Soldiers and Kings: Survival and Hope in the World of Human Smuggling
- Author: Jason De León
- Publisher: Viking Press
- Publication date: March 19, 2024
- Pages: 400
- ISBN: 978-0593298589
- Preceded by: The Land of Open Graves

= Soldiers and Kings =

2024 book by Jason De León

Soldiers and Kings: Survival and Hope in the World of Human Smuggling is a 2024 book by Jason De León, published by Viking Press. It won the 2024 National Book Award for Nonfiction.

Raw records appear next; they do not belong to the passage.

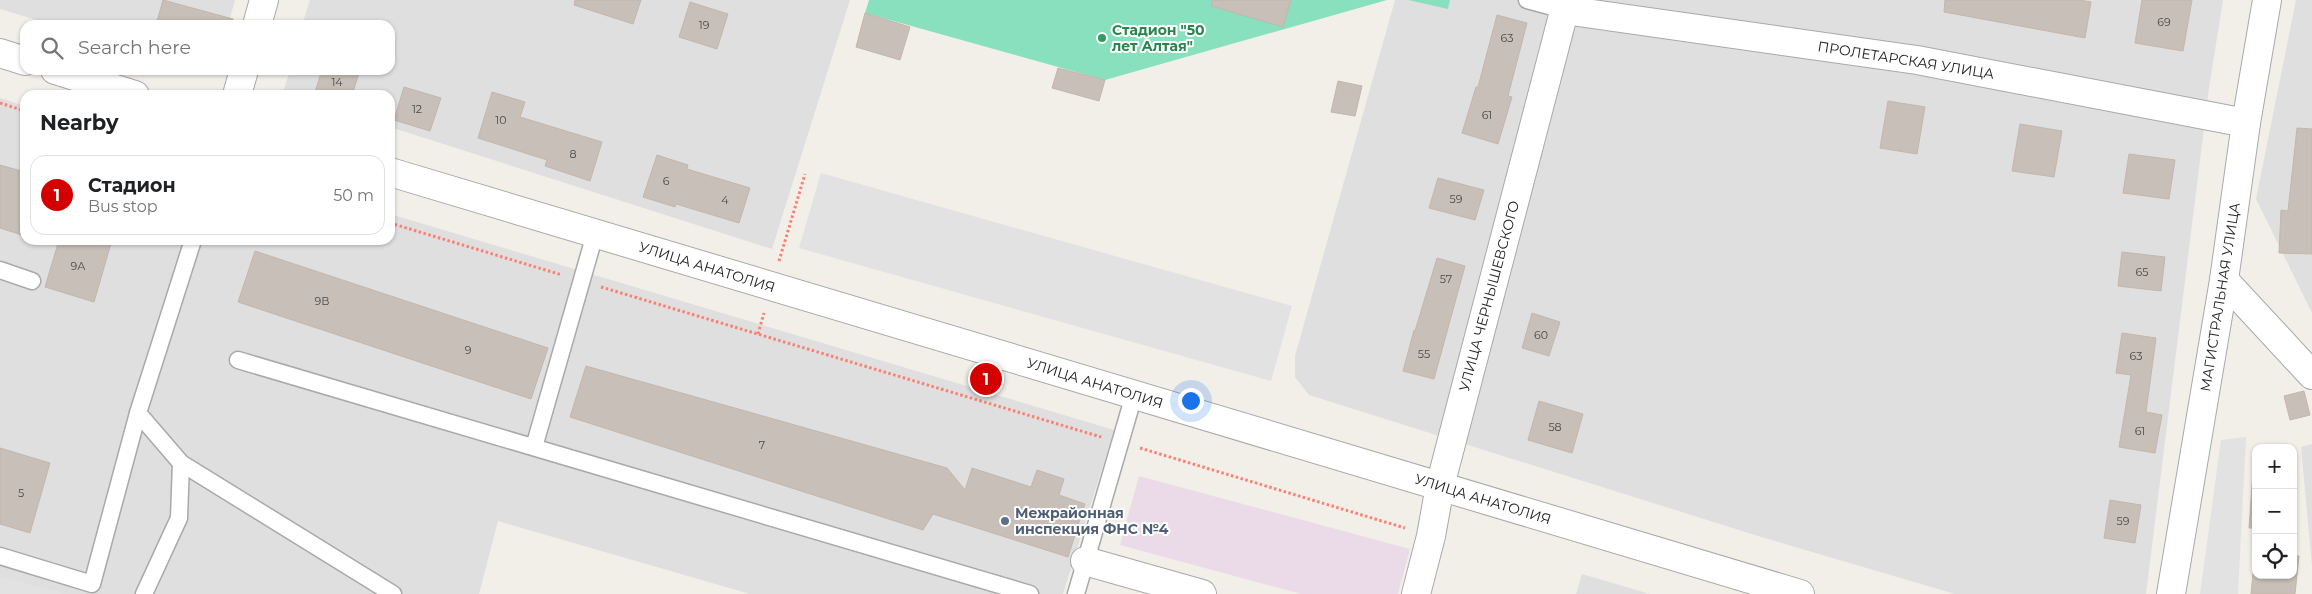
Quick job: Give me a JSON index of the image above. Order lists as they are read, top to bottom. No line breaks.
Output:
{"streets":{"street":["ПРОЛЕТАРСКАЯ УЛИЦА","УЛИЦА АНАТОЛИЯ","УЛИЦА ЧЕРНЫШЕВСКОГО","МАГИСТРАЛЬНАЯ УЛИЦА"]},"crossings":[["ПРОЛЕТАРСКАЯ УЛИЦА","УЛИЦА ЧЕРНЫШЕВСКОГО"],["ПРОЛЕТАРСКАЯ УЛИЦА","МАГИСТРАЛЬНАЯ УЛИЦА"],["УЛИЦА АНАТОЛИЯ","УЛИЦА ЧЕРНЫШЕВСКОГО"]],"places":["Стадион \"50 лет Алтая\"","Межрайонная инспекция ФНС №4"],"house_numbers":["69","19","63","14","12","61","10","8","6","59","4","9А","65","57","9В","60","9","55","63","58","61","7","5","59"],"page":{"search":"Search here","heading":"Nearby","list":[{"mark":"1","name":"Стадион","note":"Bus stop","value":"50 m"}],"pins":"1","map_buttons":["+","−"]}}
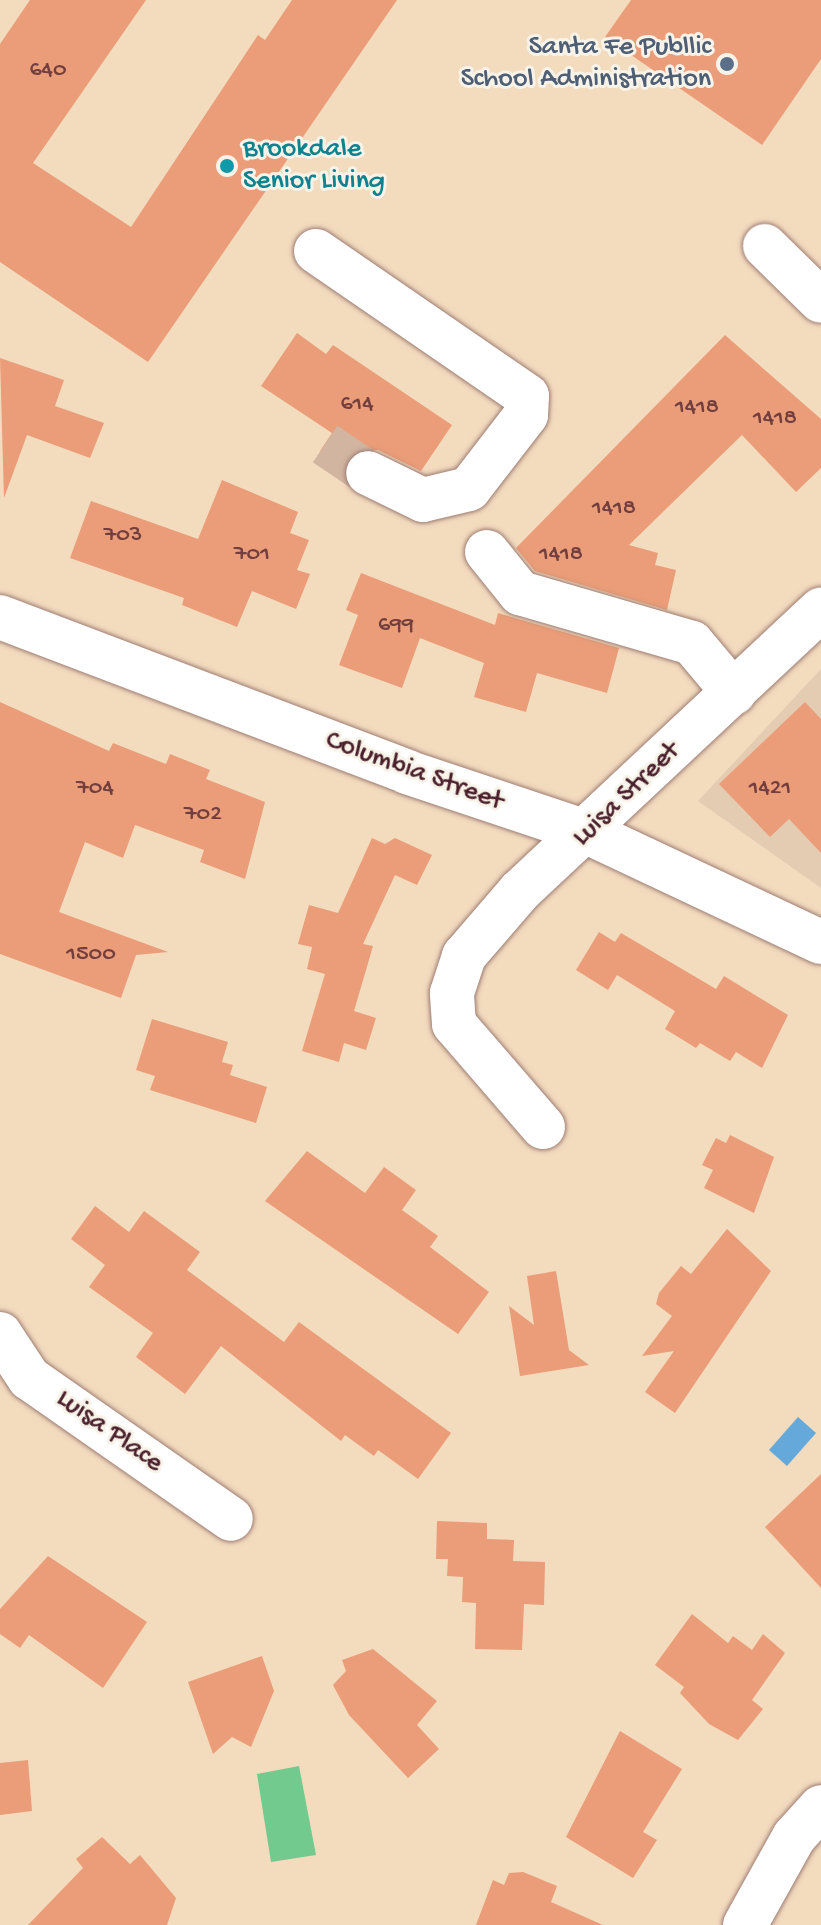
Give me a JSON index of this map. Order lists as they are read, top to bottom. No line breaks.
{"streets":{"street":["Columbia Street","Luisa Street","Luisa Place"]},"crossings":[["Columbia Street","Luisa Street"]],"places":["Santa Fe Publlic School Administration","Brookdale Senior Living"],"house_numbers":["640","614","1418","1418","1418","703","701","1418","699","704","1421","702","1500"]}
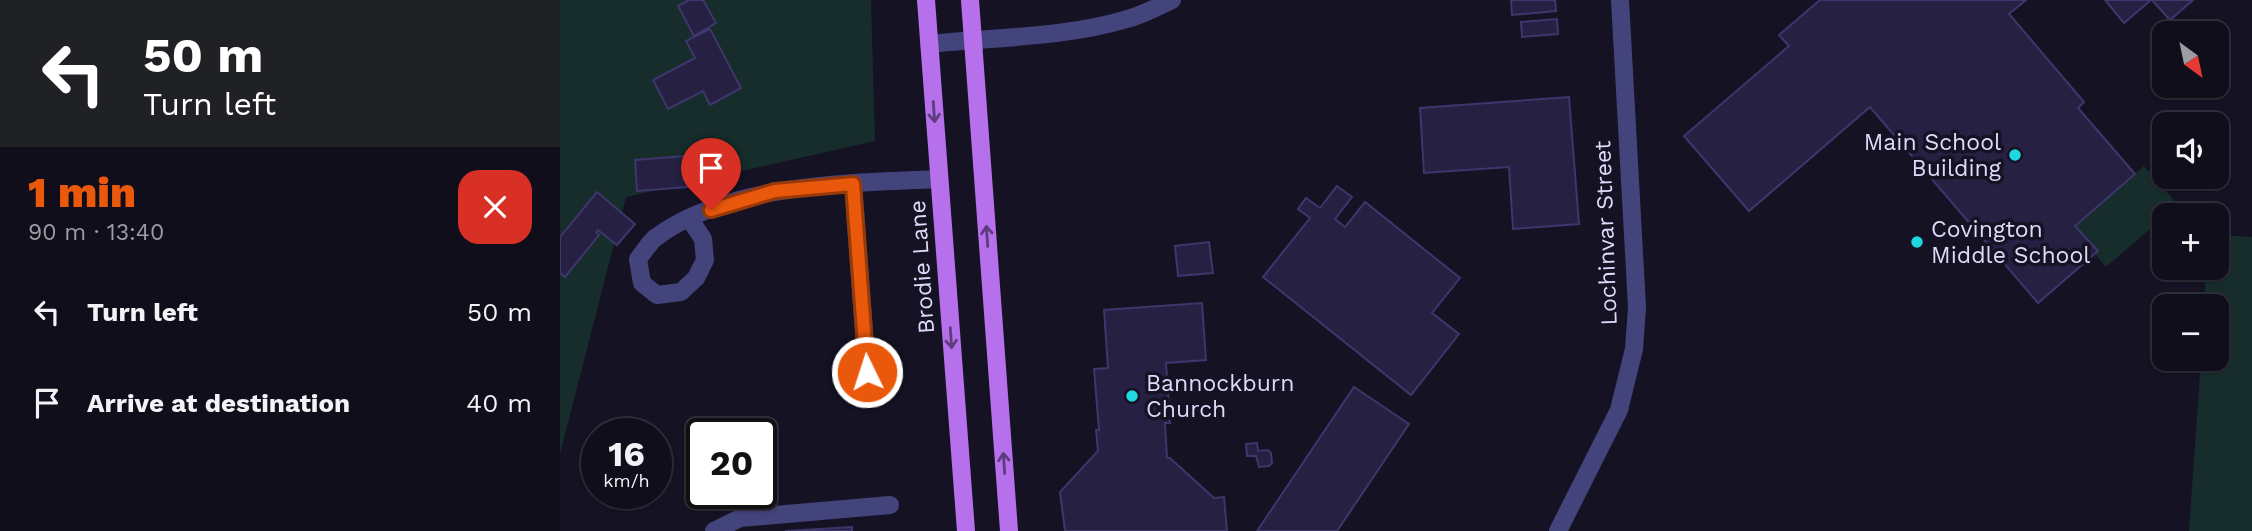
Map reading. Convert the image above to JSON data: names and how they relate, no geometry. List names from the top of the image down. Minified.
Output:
{"streets":{"main road":["Brodie Lane"],"street":["Lochinvar Street"]},"places":["Main School Building","Covington Middle School","Bannockburn Church"],"north":"bottom right","page":{"turn":["50 m","Turn left"],"map_buttons":["+","−"],"heading":["1 min","90 m · 13:40"],"list":[{"name":"Turn left","value":"50 m"},{"name":"Arrive at destination","value":"40 m"}],"speed":"16 km/h","limit":"20"}}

== Contents and background ==
De León, a professor of anthropology at the University of California, Los Angeles and also the founder of the Undocumented Migration Project, conducted ethnographic research across Mexico for seven years to learn more about and speak with smugglers who moved migrants through the country, specifically in a post-Programa Frontera Sur landscape. Among other locations, De León's investigation happened in Chiapas, on the border of Guatemala, where many smugglers operate in order to move migrants along the dangerous, treacherous path from Honduras to the United States.

== Critical reception ==
In a starred review, Publishers Weekly lauded the strength of De León's researched, empirical account of the smuggler trade, specifically pointing out his "fluid storytelling", the book's "gut-wrenching finish", and De León's critique at the lack of empathy received for his work by academia. Also in a starred review, Kirkus Reviews called the book "An exemplary ethnography of central importance to any discussion of immigration policy or reform." In a third starred review, Library Journal stated that "De León vividly depicts how both groups are part and parcel of a dangerous global industry in pursuit of greater economic opportunity."

Jennifer Szalai, for the New York Times, lauded De León for the nuance and transparency he showed to the reality of immigration, as well as his skillful synthesis of oral history resulting from his ethnographic research. Szalai in particular highlighted the candidness of De León's testimonies: "his subjects start to trust him and begin to reveal themselves—no small feat, considering that suspicion and mistrust are a matter of professional (and physical) survival."

Christian Century called the book "a haunting and humane portrait of those surviving amid harsh immigration policies that have exacerbated the precarity of migrant life." The reviewer considered it a logical sequel to De León's previous book, The Land of Open Graves: Living and Dying on the Migrant Trail, which interrogates how American policies regarding immigration causes undue death and suffering to immigrants in the Southwestern United States. The reviewer concluded: "The stories of the guides made me cry at their immense suffering, laugh at their playful jokes, rage at the injustice they face, and feel inspired by their will to survive." Time called the book one of the 100 must-reads of 2024, stating "Soldiers and Kings seeks to buck the dangerous stereotypes that are often associated with migrants and smugglers, and instead, shows their fully nuanced stories."